Russian and East European scholar points to political interference as next “hybrid war” in Moore School talk

Nov. 6, 2019

The Moore School’s Folks Center for International Business drew a standing-room-only crowd for a recent discussion about Vladimir Putin and the future of Europe with Mitchell Orenstein, the chair and a professor for Russian and East European Studies at the University of Pennsylvania.

Sponsored by the Rachel and Jim Hodges Fund in collaboration with the Folks Center, the Walker Institute and the Rule of Law Collaborative, Orenstein’s presentation gave students and stakeholders firsthand interaction with one of the very top foreign policy strategists, said Gerry McDermott, a professor of international business at the Moore School. The Rachel and Jim Hodges Fund, given by Former South Carolina Governor Jim Hodges and the former First Lady, Rachel Hodges, brings renowned executives and scholars to the USC campus to examine current international trends. Hodges is also chair of the Folks Center board.

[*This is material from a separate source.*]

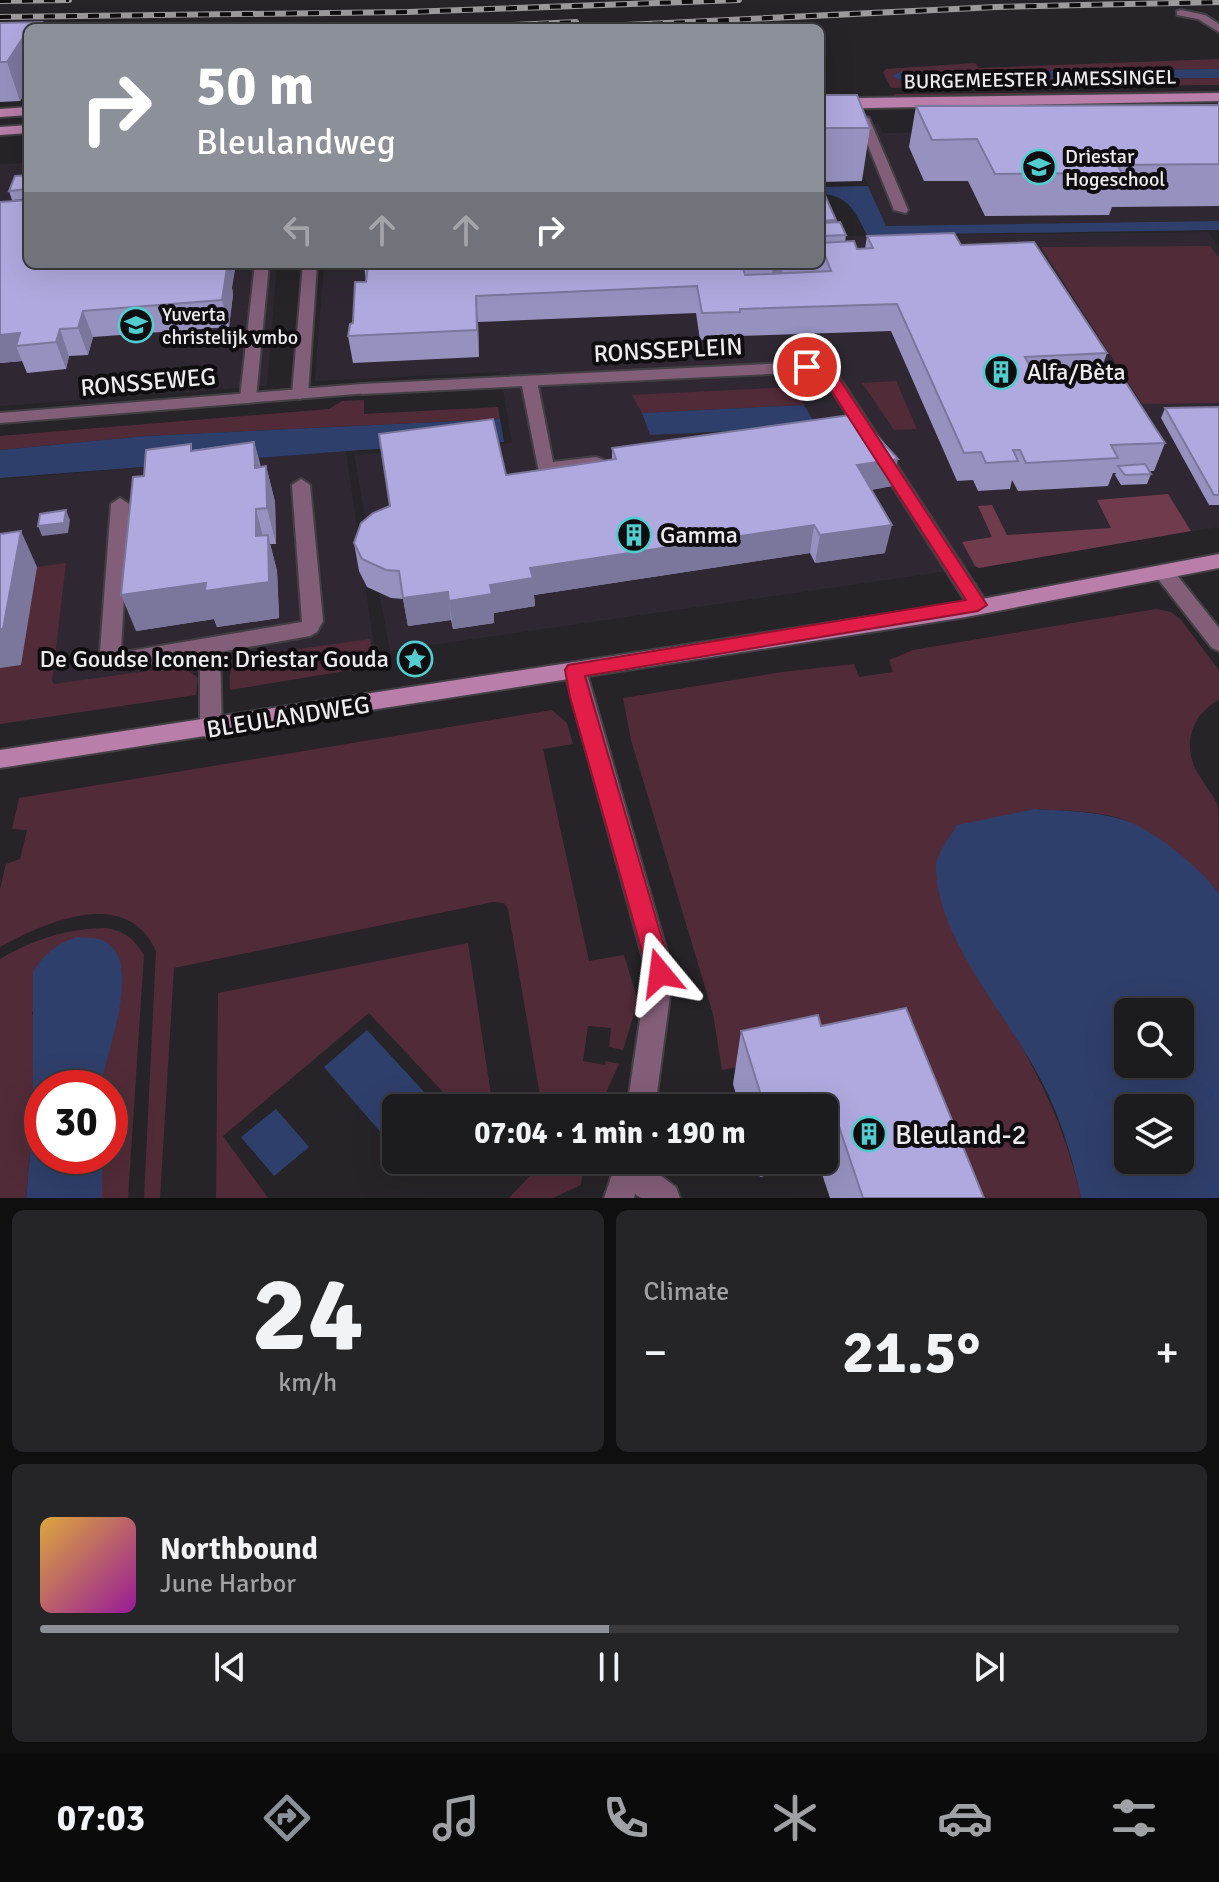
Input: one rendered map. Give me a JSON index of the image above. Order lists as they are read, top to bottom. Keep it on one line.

“The Folks Center is committed to examining key shifts in geo-politics that impact the evolution of markets, governance, risk and the transnational flow of goods and services,” McDermott said. “Orenstein is known far and wide as a luminary on the transformation of the post-communist countries in Europe and how this transformation impacts both the U.S. and the European Union.”

In addition to USC constituents, the general public is encouraged to attend events like the Orenstein debate to broaden attendees’ understanding of the new risks in markets and security posed by the recent wave of populist and autocratic leaders, McDermott said.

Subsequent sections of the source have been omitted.